Listed records
:::::

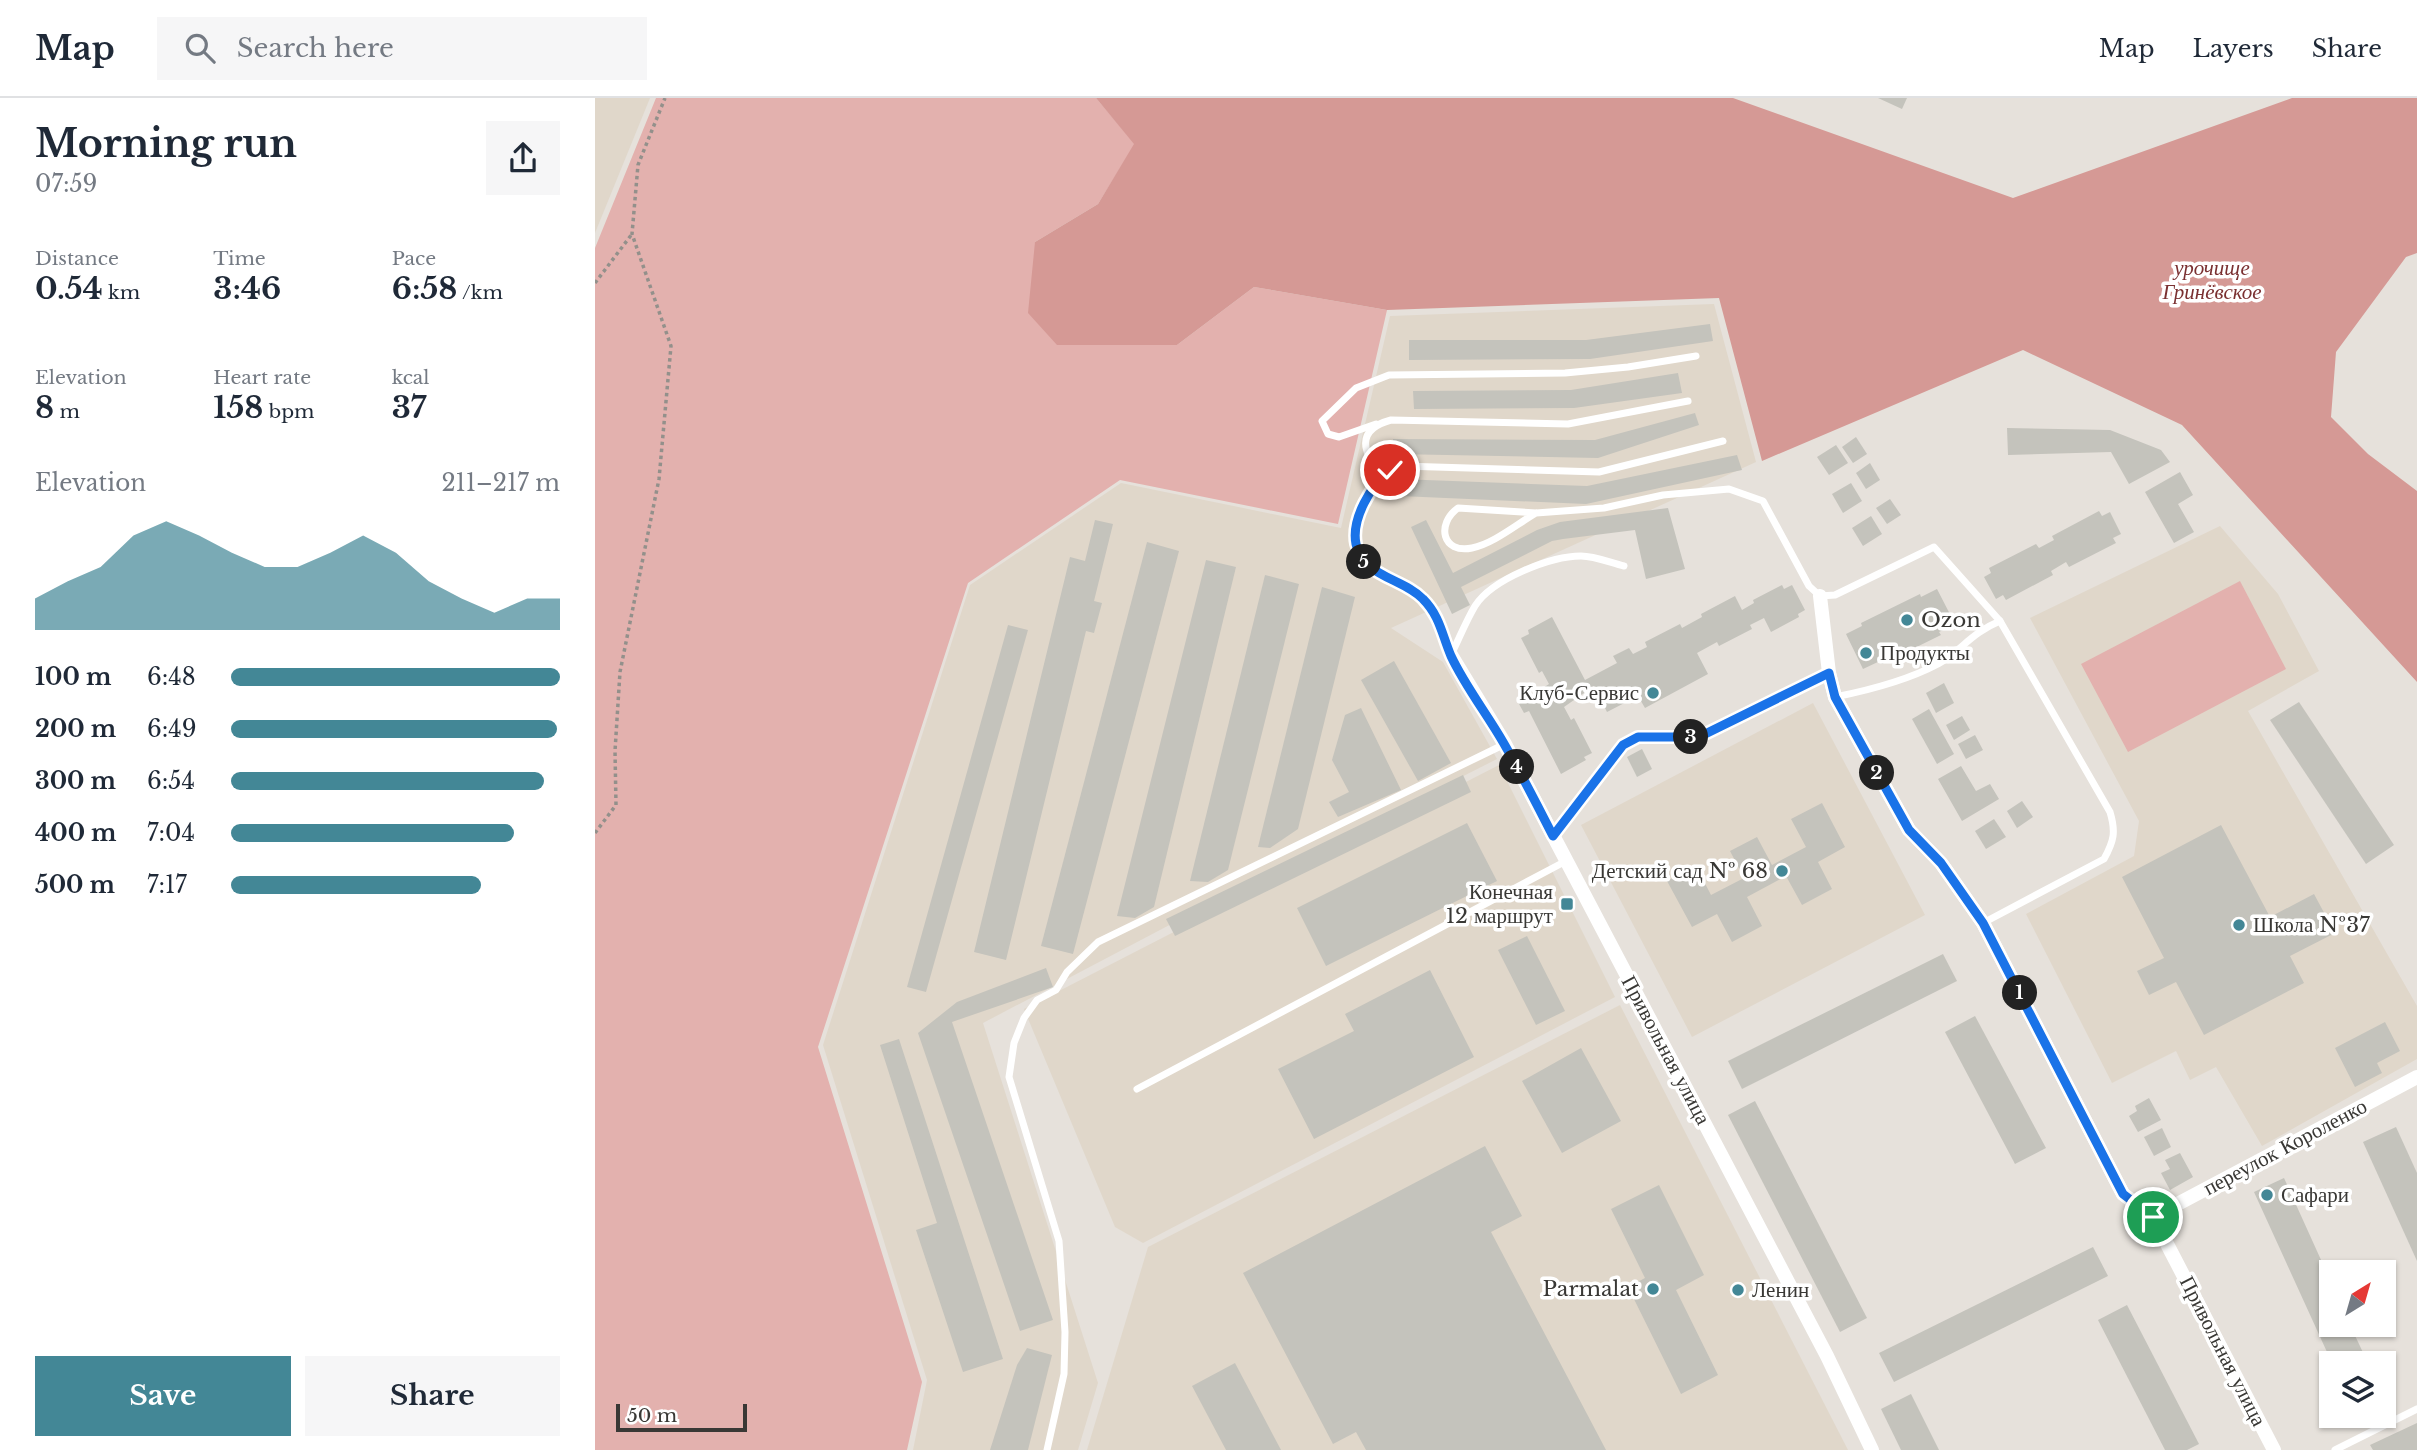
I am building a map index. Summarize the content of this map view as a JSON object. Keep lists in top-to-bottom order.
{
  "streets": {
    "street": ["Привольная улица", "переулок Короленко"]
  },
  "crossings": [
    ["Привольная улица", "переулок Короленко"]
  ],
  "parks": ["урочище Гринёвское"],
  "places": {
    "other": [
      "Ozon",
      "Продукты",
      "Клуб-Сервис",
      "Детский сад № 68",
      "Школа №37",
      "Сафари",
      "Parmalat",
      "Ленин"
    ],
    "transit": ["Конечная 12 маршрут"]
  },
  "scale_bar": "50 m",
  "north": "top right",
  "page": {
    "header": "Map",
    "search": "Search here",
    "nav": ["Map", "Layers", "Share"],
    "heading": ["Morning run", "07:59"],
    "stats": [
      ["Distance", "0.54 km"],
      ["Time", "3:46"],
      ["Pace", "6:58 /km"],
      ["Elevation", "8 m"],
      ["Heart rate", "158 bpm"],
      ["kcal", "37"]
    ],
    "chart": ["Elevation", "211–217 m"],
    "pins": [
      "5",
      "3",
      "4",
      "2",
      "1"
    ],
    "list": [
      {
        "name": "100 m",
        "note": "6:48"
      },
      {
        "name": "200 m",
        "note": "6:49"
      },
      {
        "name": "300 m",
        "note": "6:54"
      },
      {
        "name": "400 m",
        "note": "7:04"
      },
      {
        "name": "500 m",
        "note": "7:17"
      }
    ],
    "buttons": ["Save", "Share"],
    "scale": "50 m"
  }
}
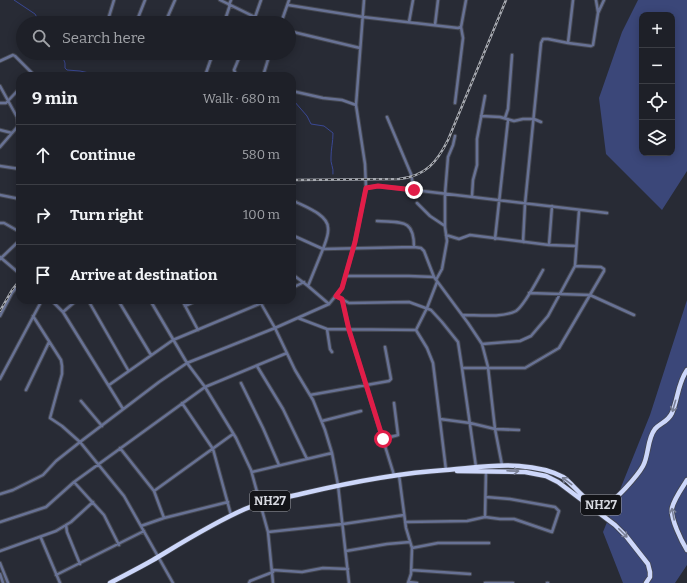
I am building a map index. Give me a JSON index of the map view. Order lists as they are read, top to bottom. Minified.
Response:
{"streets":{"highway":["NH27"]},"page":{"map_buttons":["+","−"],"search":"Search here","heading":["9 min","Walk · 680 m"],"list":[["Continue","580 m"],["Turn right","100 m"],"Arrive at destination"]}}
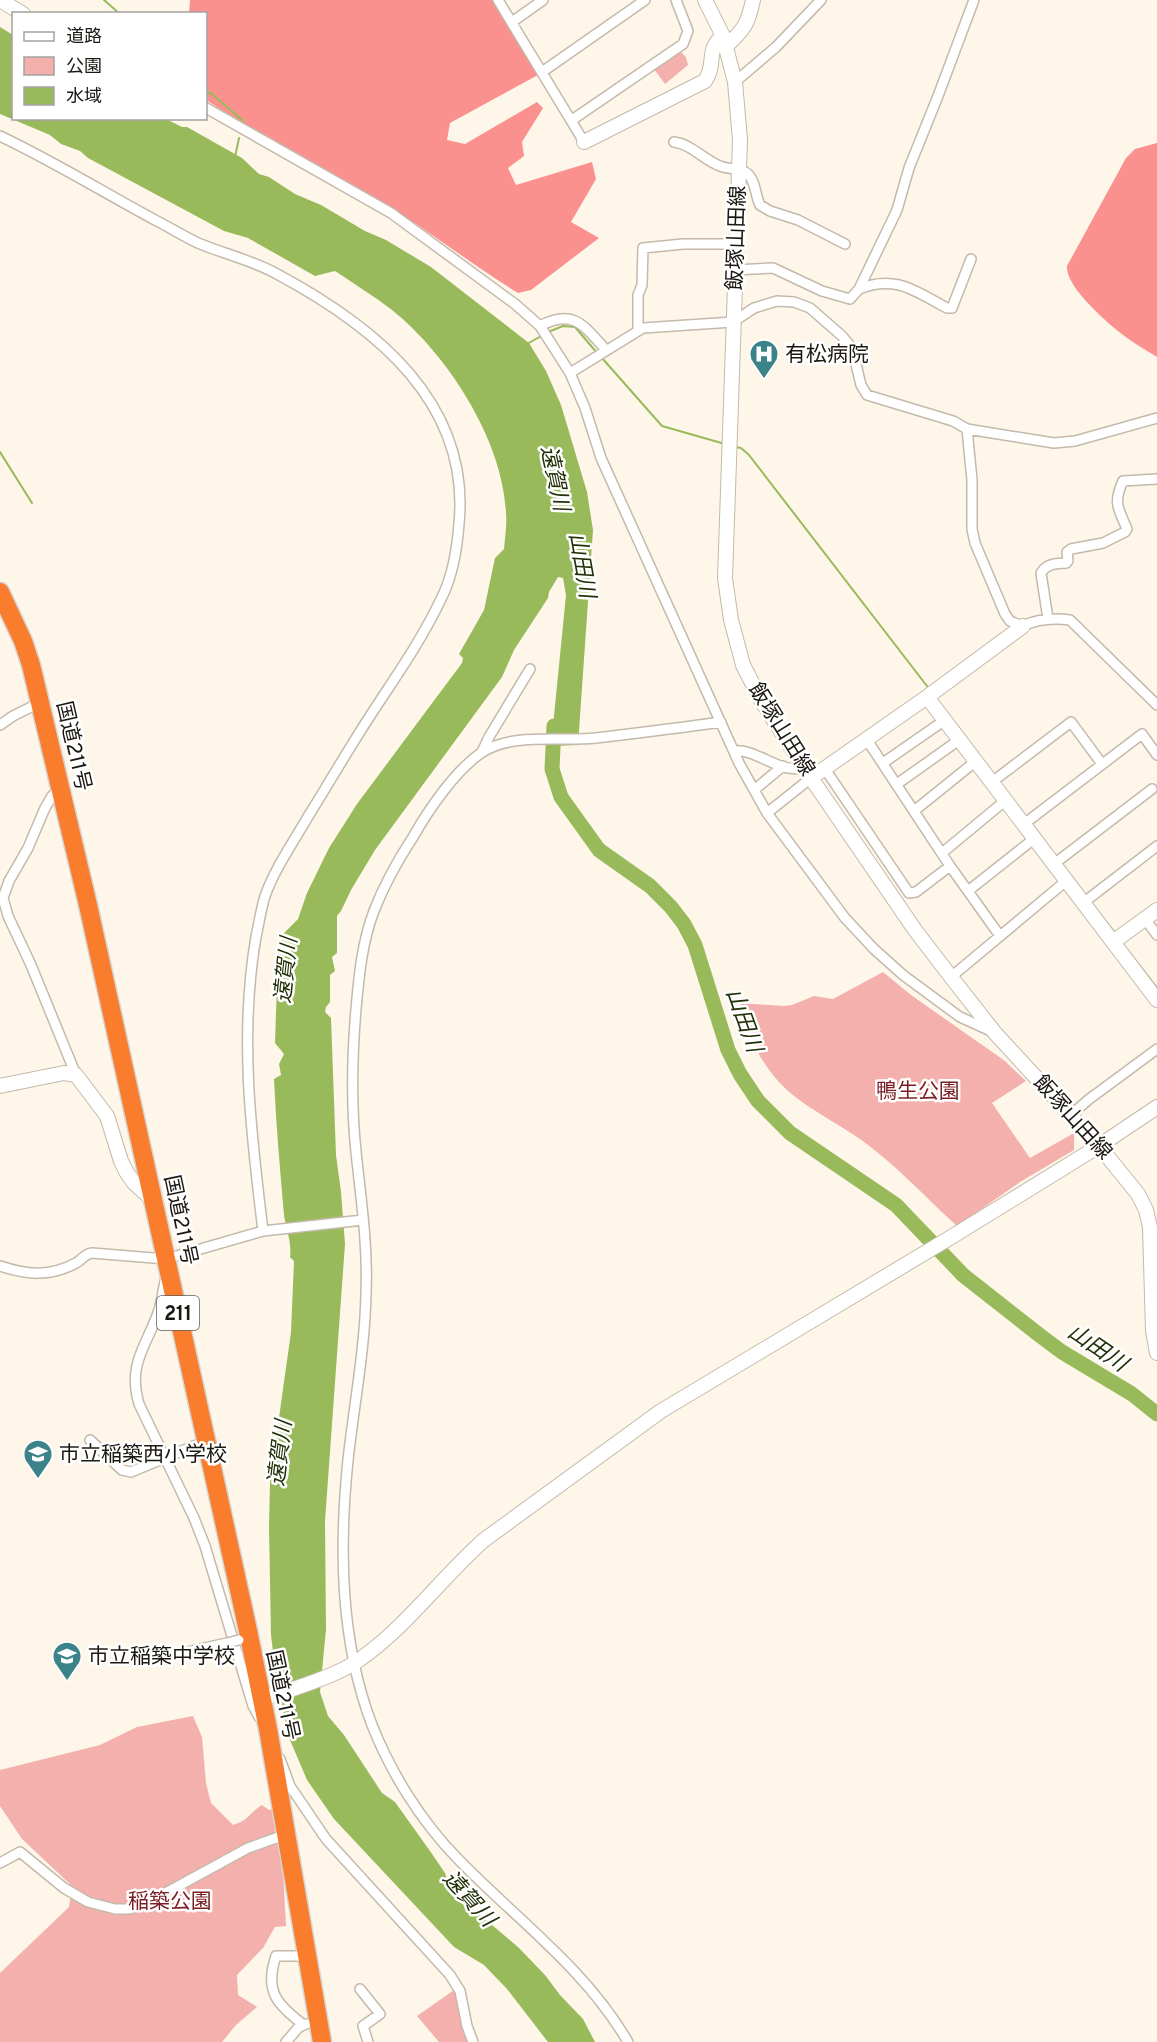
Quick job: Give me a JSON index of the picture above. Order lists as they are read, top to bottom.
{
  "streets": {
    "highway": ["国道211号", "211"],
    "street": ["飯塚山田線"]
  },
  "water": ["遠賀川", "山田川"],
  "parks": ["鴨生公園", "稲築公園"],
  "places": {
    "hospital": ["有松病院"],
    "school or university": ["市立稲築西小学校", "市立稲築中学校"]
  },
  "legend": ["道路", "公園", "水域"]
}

:::::

What the exercise asks
A verbatim copy of the records is expected, from their first line through the line with "I am building a map index. Give", inclusive, with the pictures removed.

The completed task
I am building a map index. Summarize the content of this map view as a JSON object. Keep lists in top-to-bottom order.
{
  "streets": {
    "street": ["Привольная улица", "переулок Короленко"]
  },
  "crossings": [
    ["Привольная улица", "переулок Короленко"]
  ],
  "parks": ["урочище Гринёвское"],
  "places": {
    "other": [
      "Ozon",
      "Продукты",
      "Клуб-Сервис",
      "Детский сад № 68",
      "Школа №37",
      "Сафари",
      "Parmalat",
      "Ленин"
    ],
    "transit": ["Конечная 12 маршрут"]
  },
  "scale_bar": "50 m",
  "north": "top right",
  "page": {
    "header": "Map",
    "search": "Search here",
    "nav": ["Map", "Layers", "Share"],
    "heading": ["Morning run", "07:59"],
    "stats": [
      ["Distance", "0.54 km"],
      ["Time", "3:46"],
      ["Pace", "6:58 /km"],
      ["Elevation", "8 m"],
      ["Heart rate", "158 bpm"],
      ["kcal", "37"]
    ],
    "chart": ["Elevation", "211–217 m"],
    "pins": [
      "5",
      "3",
      "4",
      "2",
      "1"
    ],
    "list": [
      {
        "name": "100 m",
        "note": "6:48"
      },
      {
        "name": "200 m",
        "note": "6:49"
      },
      {
        "name": "300 m",
        "note": "6:54"
      },
      {
        "name": "400 m",
        "note": "7:04"
      },
      {
        "name": "500 m",
        "note": "7:17"
      }
    ],
    "buttons": ["Save", "Share"],
    "scale": "50 m"
  }
}
I am building a map index. Give me a JSON index of the map view. Order lists as they are read, top to bottom. Minified.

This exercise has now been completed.